The curriculum we use has sequenced the national curriculum into meaningful and connected ‘chunks’ of content to reduce the load on the working memory as well as creating coherent and strong long-term memories. The sequence of substantive and disciplinary knowledge enables pupils to become ‘more expert’ with each study and grow an ever broadening and coherent mental model of the subject. This guards against superficial, disconnected and fragmented scientific knowledge and weak disciplinary knowledge. High frequency, multiple meaning words (Tier 2) are taught explicitly and help make sense of subject specific words (Tier 3). Each learning module in CUSP Science has a vocabulary module with teacher guidance, tasks and resources to enhance and deepen understanding.

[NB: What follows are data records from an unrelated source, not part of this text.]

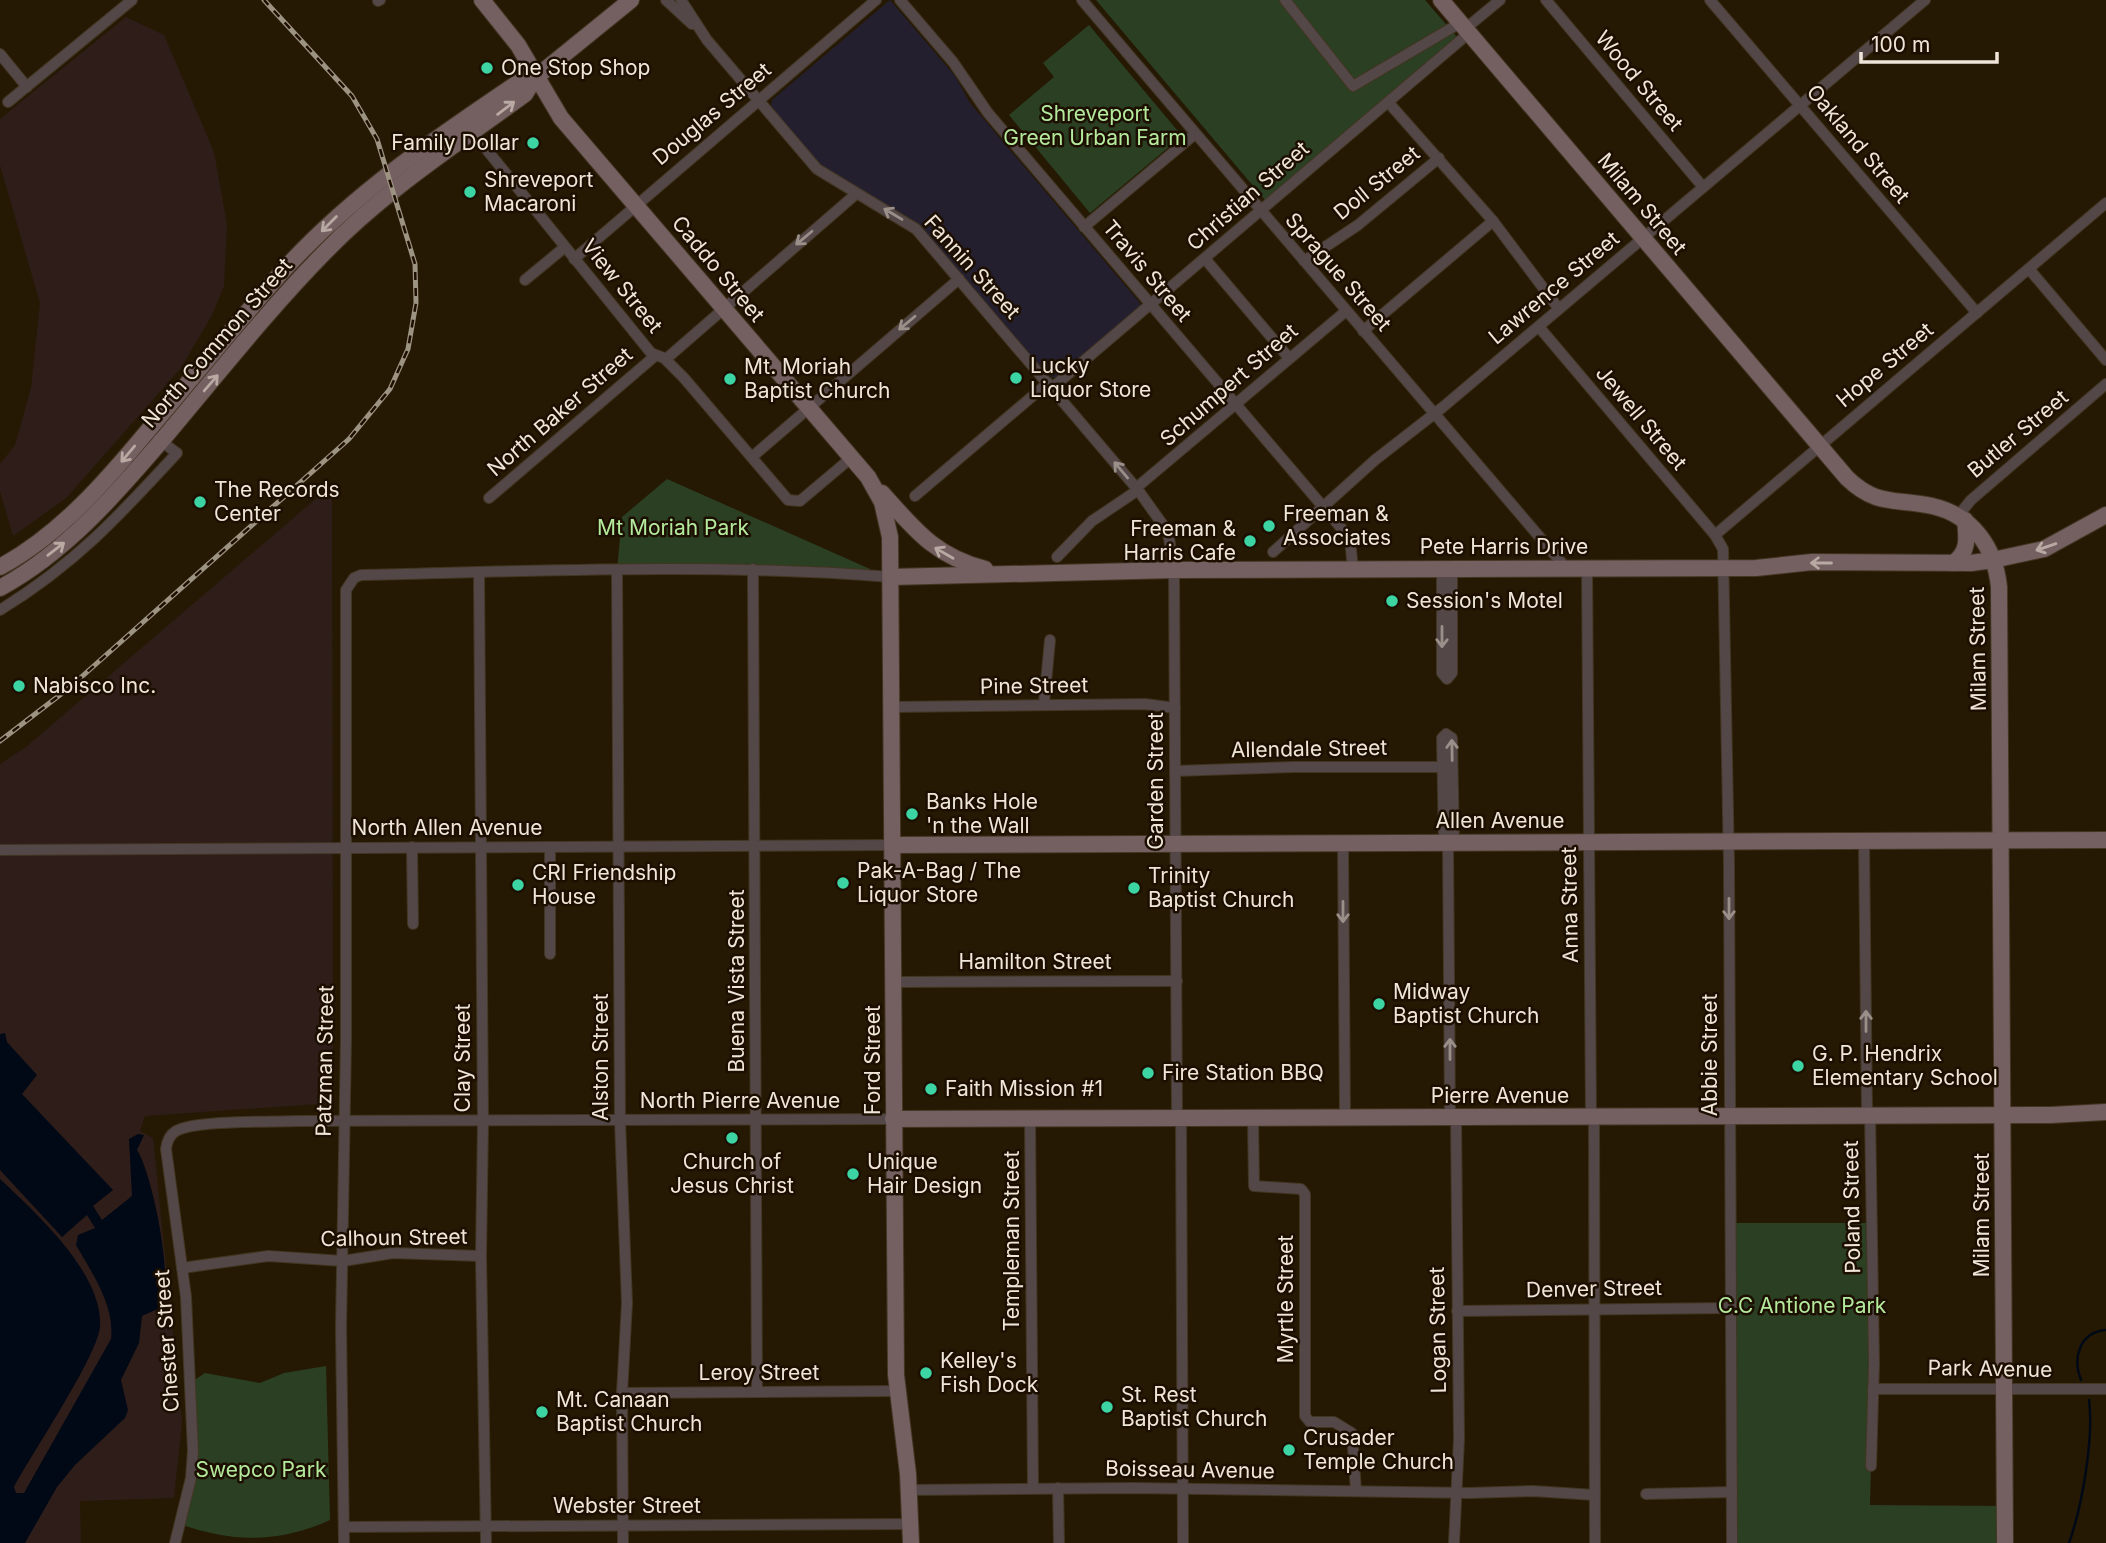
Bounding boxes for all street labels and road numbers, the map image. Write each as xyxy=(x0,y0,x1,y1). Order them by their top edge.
street label: Wood Street xyxy=(1590,26,1689,136)
street label: Douglas Street xyxy=(648,57,776,170)
street label: Oakland Street xyxy=(1802,79,1915,208)
street label: Christian Street xyxy=(1182,136,1314,255)
street label: Doll Street xyxy=(1329,140,1425,225)
street label: Milam Street xyxy=(1593,148,1692,259)
street label: Sprague Street xyxy=(1280,207,1397,336)
street label: Fannin Street xyxy=(919,210,1026,324)
street label: Caddo Street xyxy=(667,211,770,327)
street label: Travis Street xyxy=(1098,215,1197,327)
street label: Lawrence Street xyxy=(1483,226,1624,349)
street label: View Street xyxy=(577,234,668,338)
street label: North Common Street xyxy=(136,253,297,433)
street label: Hope Street xyxy=(1831,317,1938,412)
street label: Schumpert Street xyxy=(1155,318,1303,451)
street label: North Baker Street xyxy=(482,342,637,481)
street label: Jewell Street xyxy=(1591,361,1692,475)
street label: Butler Street xyxy=(1962,384,2073,483)
street label: Pete Harris Drive xyxy=(1420,534,1588,559)
street label: Milam Street xyxy=(1964,586,1991,711)
street label: Pine Street xyxy=(980,672,1088,699)
street label: Garden Street xyxy=(1143,712,1168,850)
street label: Allendale Street xyxy=(1231,735,1388,762)
street label: Allen Avenue xyxy=(1436,808,1564,833)
street label: North Allen Avenue xyxy=(352,815,542,840)
street label: Anna Street xyxy=(1556,847,1583,963)
street label: Buena Vista Street xyxy=(724,889,749,1073)
street label: Hamilton Street xyxy=(958,949,1112,974)
street label: Patzman Street xyxy=(311,985,338,1137)
street label: Alston Street xyxy=(588,993,613,1121)
street label: Abbie Street xyxy=(1697,994,1722,1116)
street label: Clay Street xyxy=(450,1003,475,1112)
street label: Ford Street xyxy=(860,1005,885,1115)
street label: Pierre Avenue xyxy=(1431,1083,1569,1108)
street label: North Pierre Avenue xyxy=(640,1088,840,1113)
street label: Poland Street xyxy=(1838,1140,1865,1274)
street label: Templeman Street xyxy=(999,1151,1024,1331)
street label: Milam Street xyxy=(1969,1153,1994,1277)
street label: Calhoun Street xyxy=(320,1224,468,1251)
street label: Myrtle Street xyxy=(1273,1235,1298,1363)
street label: Logan Street xyxy=(1424,1266,1451,1394)
street label: Chester Street xyxy=(149,1269,184,1413)
street label: Denver Street xyxy=(1526,1275,1662,1302)
street label: Park Avenue xyxy=(1927,1355,2053,1382)
street label: Leroy Street xyxy=(699,1360,820,1385)
street label: Boisseau Avenue xyxy=(1105,1456,1275,1483)
street label: Webster Street xyxy=(553,1493,701,1518)

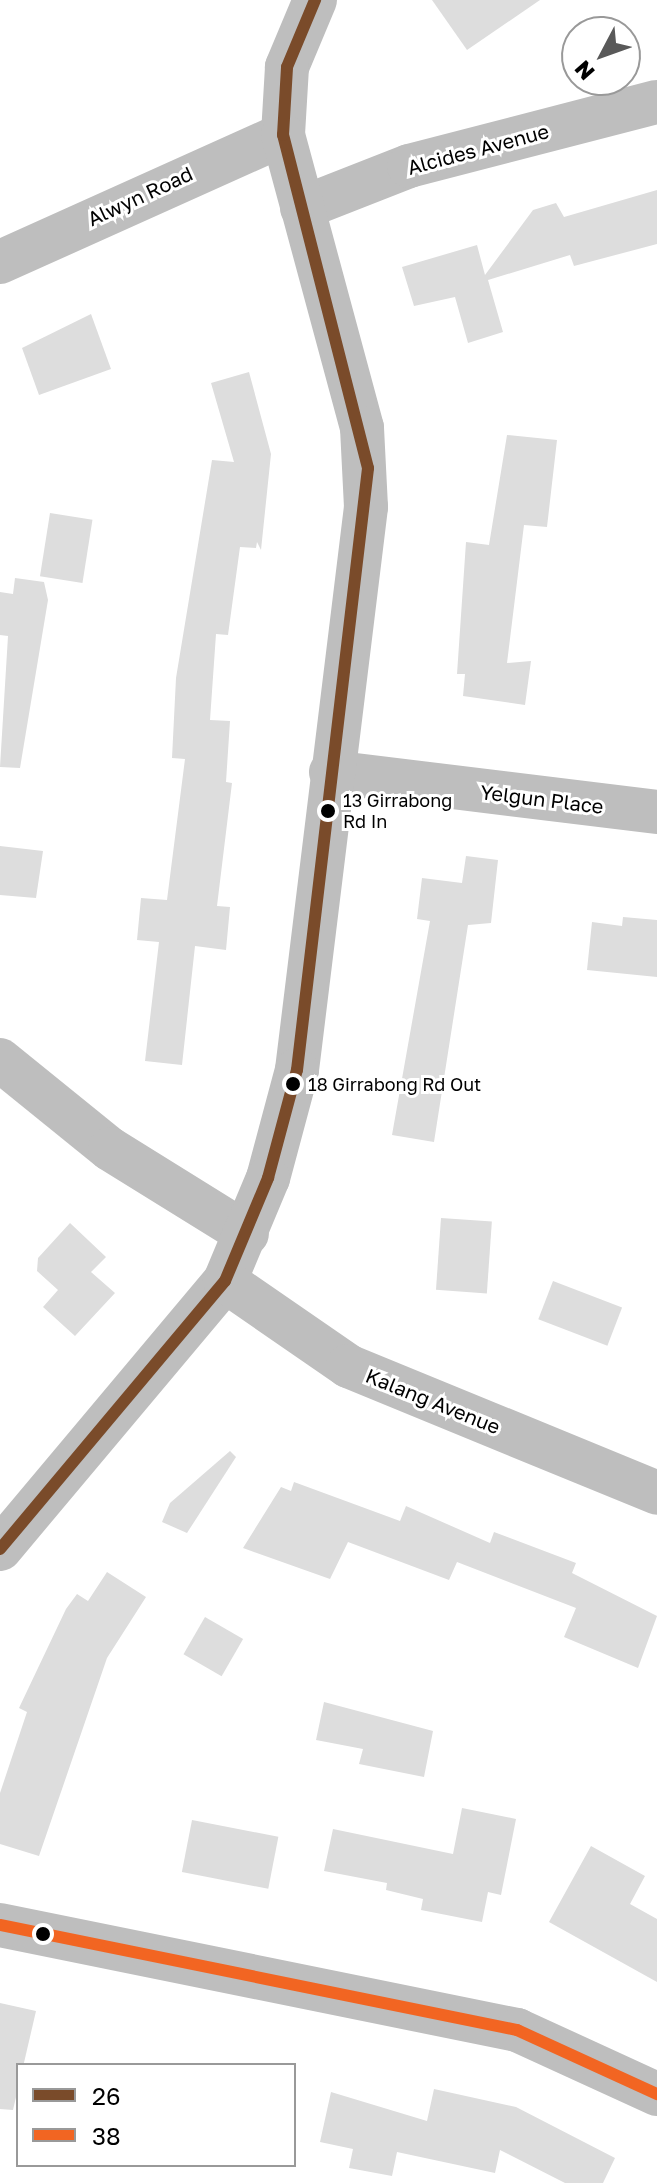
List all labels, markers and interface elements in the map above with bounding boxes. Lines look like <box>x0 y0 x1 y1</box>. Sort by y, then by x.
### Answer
north arrow <box>561 16 641 96</box>
text: N <box>568 56 600 86</box>
street label: Alcides Avenue <box>405 119 551 179</box>
street label: Alwyn Road <box>84 161 196 231</box>
street label: Yelgun Place <box>479 780 605 818</box>
place label: 13 Girrabong Rd In <box>343 790 452 832</box>
marker: 13 Girrabong Rd In <box>320 803 336 819</box>
place label: 18 Girrabong Rd Out <box>308 1073 481 1095</box>
marker: 18 Girrabong Rd Out <box>285 1076 301 1092</box>
street label: Kalang Avenue <box>362 1363 504 1439</box>
unlabelled marker <box>35 1926 51 1942</box>
legend <box>16 2063 296 2167</box>
text: 26 <box>92 2081 120 2110</box>
text: 38 <box>92 2121 121 2150</box>

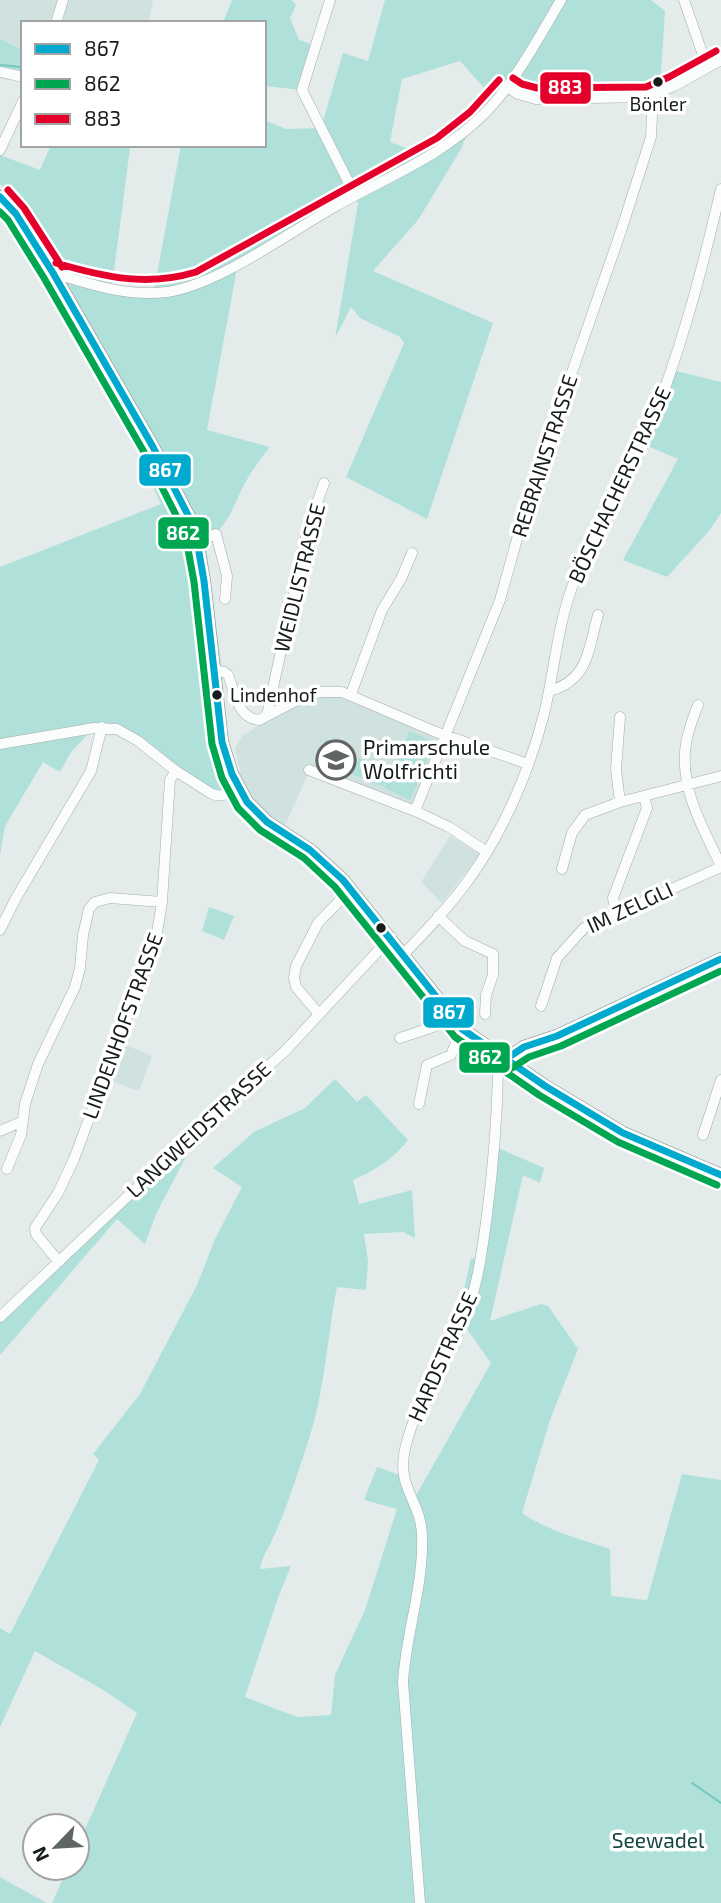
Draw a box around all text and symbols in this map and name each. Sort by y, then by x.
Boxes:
legend [21,21,266,147]
text: 867 [84,35,120,60]
text: 862 [84,70,121,95]
line badge: 883 [539,71,592,105]
text: 883 [548,75,582,98]
marker: Bönler [651,75,665,89]
place label: Bönler [629,92,687,115]
text: 883 [84,105,121,130]
street label: REBRAINSTRASSE [506,371,582,540]
street label: BÖSCHACHERSTRASSE [562,382,675,587]
line badge: 867 [138,453,192,487]
text: 867 [148,458,182,481]
street label: WEIDLISTRASSE [268,500,329,655]
line badge: 862 [157,516,210,550]
text: 862 [166,521,200,544]
place label: Lindenhof [230,683,317,706]
marker: Lindenhof [210,688,224,702]
place label: Primarschule Wolfrichti [363,734,490,783]
school or university icon: Primarschule Wolfrichti [315,739,357,781]
street label: IM ZELGLI [582,876,676,937]
unlabelled marker [374,921,388,935]
street label: LINDENHOFSTRASSE [76,929,167,1122]
line badge: 867 [422,996,475,1029]
text: 867 [432,1000,466,1023]
line badge: 862 [458,1041,511,1074]
text: 862 [468,1045,502,1068]
street label: LANGWEIDSTRASSE [121,1056,275,1202]
street label: HARDSTRASSE [402,1288,481,1425]
north arrow [21,1812,91,1882]
park label: Seewadel [612,1827,705,1852]
text: N [27,1843,53,1865]

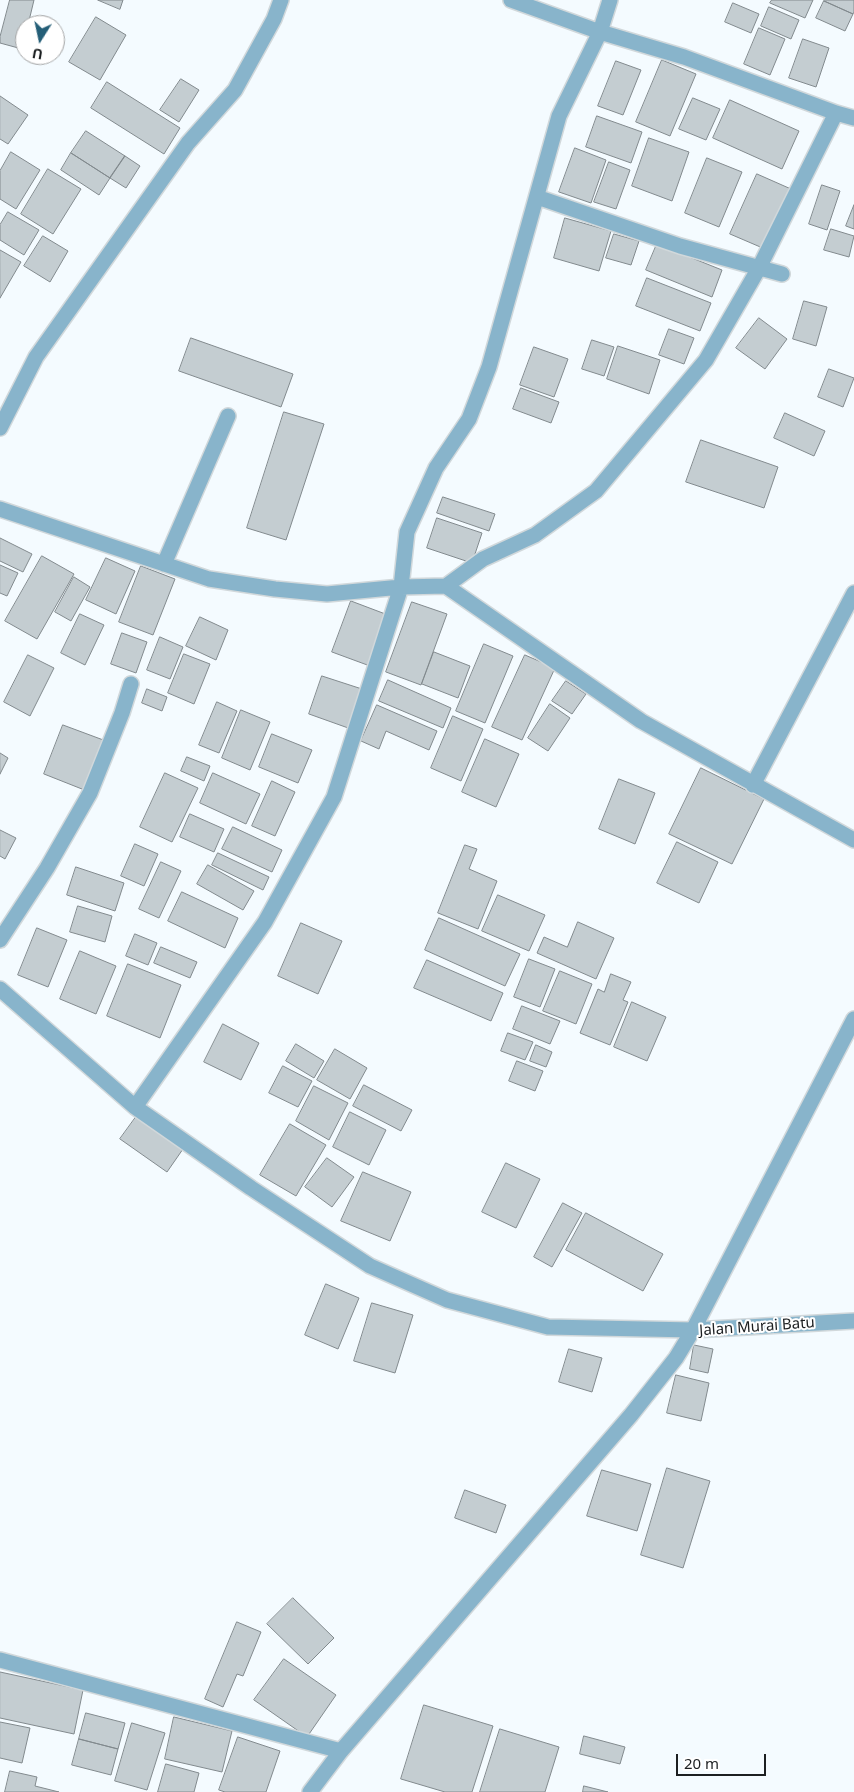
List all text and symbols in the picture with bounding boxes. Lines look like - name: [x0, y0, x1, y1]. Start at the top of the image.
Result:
- north arrow: [15, 15, 65, 65]
- text: U: [31, 44, 44, 65]
- street label: Jalan Murai Batu: [699, 1314, 815, 1340]
- scale bar: [679, 1744, 769, 1776]
- text: 20 m: [684, 1753, 719, 1773]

The Science curriculum is planned so that the retention of knowledge is much more than just ‘in the moment knowledge’. The cumulative nature of the curriculum is made memorable by the implementation of Bjork’s desirable difficulties, including retrieval and spaced retrieval practice, word building and deliberate practice tasks. This powerful interrelationship between structure and research-led practice is designed to increase substantive knowledge and accelerate learning within and between study modules. That means the foundational knowledge of the curriculum is positioned to ease the load on the working memory: new content is connected to prior learning. The effect of this cumulative model supports opportunities for children to associate and connect significant scientific concepts, over time, and with increasing expertise and knowledge.


The Science curriculum deliberately pays attention and values the importance of subject content as well as the context it is taught in. Common scientific misconceptions are identified in all learning modules. These misconceptions are made explicit to pupils. Children draw upon substantive and disciplinary knowledge to reason and practise acquiring the conception, whilst repelling the misconceptions. Examples and non-examples are powerful ways of saying what something is and what something isn’t.


The Science curriculum values the study of scientists from the past as well as promoting diverse present-day role models in the field. These studies help us to learn how they used, at that time, their substantive and disciplinary knowledge to develop a conception. This illuminates how misconceptions can permeate substantive knowledge and appear to be a known truth.


Our science curriculum fulfils and goes well beyond the expectations of the National Curriculum as we believe there is no ceiling to what pupils can learn if the architecture and practice is founded in evidence-led principles.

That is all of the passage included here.